What lines of the data below hold the string "park"? Copy each one.

──────── DATASET EXTRACT

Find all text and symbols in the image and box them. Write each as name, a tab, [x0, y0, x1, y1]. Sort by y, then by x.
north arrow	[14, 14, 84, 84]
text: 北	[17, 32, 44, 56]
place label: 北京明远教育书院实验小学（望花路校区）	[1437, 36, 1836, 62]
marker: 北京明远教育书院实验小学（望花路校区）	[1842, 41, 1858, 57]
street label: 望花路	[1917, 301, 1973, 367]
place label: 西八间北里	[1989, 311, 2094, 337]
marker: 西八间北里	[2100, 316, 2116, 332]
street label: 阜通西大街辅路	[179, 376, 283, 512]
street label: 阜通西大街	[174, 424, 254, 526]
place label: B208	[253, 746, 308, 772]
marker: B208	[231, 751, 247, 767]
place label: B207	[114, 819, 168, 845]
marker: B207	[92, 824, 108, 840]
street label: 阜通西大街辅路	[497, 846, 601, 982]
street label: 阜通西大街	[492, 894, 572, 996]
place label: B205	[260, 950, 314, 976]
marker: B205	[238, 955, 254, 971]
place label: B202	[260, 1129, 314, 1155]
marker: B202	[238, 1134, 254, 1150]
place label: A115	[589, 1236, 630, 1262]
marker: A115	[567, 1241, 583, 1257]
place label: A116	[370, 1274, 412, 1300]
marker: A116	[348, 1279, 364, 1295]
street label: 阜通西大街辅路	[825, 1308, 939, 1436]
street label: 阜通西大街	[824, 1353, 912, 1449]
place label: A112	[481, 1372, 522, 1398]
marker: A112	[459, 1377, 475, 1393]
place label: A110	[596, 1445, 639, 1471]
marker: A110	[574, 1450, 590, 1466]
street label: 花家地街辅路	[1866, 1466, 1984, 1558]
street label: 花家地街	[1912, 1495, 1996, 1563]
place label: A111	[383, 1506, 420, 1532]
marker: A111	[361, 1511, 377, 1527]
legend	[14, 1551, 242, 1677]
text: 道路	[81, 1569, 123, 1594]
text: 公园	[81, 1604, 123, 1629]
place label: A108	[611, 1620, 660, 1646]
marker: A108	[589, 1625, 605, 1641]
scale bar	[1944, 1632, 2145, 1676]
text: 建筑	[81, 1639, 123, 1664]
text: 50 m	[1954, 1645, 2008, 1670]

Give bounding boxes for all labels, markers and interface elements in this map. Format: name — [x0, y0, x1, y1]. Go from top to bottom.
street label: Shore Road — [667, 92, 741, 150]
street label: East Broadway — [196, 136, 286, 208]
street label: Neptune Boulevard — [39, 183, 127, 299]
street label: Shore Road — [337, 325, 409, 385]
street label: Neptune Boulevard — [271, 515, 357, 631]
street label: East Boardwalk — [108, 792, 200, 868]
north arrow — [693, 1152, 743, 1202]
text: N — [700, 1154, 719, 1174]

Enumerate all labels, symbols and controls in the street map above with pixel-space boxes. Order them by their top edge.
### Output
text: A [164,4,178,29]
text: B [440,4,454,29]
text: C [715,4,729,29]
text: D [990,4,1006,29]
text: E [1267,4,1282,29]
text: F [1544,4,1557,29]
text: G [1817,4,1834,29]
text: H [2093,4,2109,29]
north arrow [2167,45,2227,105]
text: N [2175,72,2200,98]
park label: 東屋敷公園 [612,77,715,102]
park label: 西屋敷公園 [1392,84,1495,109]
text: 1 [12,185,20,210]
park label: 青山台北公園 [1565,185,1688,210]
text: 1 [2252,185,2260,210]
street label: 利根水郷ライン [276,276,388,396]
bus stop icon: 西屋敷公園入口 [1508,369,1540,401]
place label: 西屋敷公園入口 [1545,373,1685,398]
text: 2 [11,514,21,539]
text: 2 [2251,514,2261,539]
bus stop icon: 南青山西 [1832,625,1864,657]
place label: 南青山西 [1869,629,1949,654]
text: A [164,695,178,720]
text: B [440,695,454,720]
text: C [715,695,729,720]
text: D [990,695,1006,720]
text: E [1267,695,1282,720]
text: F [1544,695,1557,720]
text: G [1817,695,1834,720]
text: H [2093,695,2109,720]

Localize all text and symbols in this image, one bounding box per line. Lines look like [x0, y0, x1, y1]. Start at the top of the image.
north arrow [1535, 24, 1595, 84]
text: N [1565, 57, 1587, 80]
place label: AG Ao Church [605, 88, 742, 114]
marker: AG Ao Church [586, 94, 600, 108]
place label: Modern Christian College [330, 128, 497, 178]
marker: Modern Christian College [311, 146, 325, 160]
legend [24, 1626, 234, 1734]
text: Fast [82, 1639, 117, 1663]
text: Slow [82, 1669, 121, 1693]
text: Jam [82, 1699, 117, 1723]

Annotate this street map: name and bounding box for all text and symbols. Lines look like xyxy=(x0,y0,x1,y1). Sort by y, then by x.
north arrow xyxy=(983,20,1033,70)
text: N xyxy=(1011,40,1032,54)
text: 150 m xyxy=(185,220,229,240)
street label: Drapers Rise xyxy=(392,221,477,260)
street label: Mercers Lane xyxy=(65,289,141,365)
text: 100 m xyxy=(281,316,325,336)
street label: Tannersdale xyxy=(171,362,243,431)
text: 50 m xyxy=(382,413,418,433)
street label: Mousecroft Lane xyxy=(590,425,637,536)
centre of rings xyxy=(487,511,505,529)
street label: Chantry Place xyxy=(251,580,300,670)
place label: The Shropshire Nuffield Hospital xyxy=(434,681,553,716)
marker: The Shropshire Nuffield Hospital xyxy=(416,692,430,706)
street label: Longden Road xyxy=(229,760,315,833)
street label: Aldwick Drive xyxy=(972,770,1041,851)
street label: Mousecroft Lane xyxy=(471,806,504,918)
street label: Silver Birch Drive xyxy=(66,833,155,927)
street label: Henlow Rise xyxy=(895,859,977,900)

────────────────

### OUTPUT FOR THIS EXERCISE
park label: 東屋敷公園 [612,77,715,102]
park label: 西屋敷公園 [1392,84,1495,109]
park label: 青山台北公園 [1565,185,1688,210]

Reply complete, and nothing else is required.